▶ [Exercise prompt]:
Every line below that has the string "Carlson" needs to be copied.

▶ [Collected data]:
---
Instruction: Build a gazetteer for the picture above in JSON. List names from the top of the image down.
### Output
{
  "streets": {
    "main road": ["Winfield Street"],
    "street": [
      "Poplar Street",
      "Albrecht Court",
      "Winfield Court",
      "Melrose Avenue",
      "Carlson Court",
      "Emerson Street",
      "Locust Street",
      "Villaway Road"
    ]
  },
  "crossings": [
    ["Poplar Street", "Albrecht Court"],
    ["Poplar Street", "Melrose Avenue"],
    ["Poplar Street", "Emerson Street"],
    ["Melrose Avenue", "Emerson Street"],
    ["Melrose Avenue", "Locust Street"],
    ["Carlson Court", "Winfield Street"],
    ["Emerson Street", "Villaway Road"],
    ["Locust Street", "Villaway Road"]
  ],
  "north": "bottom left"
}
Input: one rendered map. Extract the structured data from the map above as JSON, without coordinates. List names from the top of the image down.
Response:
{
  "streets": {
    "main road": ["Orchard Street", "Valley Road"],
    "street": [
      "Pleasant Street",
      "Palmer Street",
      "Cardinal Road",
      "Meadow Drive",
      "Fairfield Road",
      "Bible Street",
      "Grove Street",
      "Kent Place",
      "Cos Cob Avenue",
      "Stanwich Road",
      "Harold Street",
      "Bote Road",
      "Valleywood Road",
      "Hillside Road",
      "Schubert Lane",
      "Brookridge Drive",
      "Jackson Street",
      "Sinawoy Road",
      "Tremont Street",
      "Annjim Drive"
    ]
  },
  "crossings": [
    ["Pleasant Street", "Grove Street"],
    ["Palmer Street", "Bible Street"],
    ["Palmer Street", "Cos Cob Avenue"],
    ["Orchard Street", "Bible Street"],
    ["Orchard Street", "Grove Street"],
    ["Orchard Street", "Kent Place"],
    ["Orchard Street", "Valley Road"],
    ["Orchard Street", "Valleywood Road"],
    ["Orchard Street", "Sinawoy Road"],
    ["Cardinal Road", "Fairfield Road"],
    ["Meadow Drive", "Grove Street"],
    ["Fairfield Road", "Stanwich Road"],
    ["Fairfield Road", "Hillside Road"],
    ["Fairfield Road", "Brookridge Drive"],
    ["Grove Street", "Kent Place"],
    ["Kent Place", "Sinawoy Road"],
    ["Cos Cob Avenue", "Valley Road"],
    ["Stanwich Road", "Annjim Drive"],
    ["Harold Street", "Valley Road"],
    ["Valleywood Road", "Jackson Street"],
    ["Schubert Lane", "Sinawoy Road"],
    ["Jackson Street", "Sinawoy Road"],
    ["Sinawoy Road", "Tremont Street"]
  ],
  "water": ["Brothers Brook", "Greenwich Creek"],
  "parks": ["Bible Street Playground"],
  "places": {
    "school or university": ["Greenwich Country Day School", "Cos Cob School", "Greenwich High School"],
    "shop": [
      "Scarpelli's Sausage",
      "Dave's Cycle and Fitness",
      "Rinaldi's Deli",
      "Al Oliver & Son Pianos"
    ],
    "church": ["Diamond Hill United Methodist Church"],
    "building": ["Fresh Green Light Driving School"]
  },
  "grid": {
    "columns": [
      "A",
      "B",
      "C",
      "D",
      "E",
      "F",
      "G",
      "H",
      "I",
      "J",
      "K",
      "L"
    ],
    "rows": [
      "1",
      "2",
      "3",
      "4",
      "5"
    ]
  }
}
---
▶ [Your solution]:
      "Carlson Court",
    ["Carlson Court", "Winfield Street"],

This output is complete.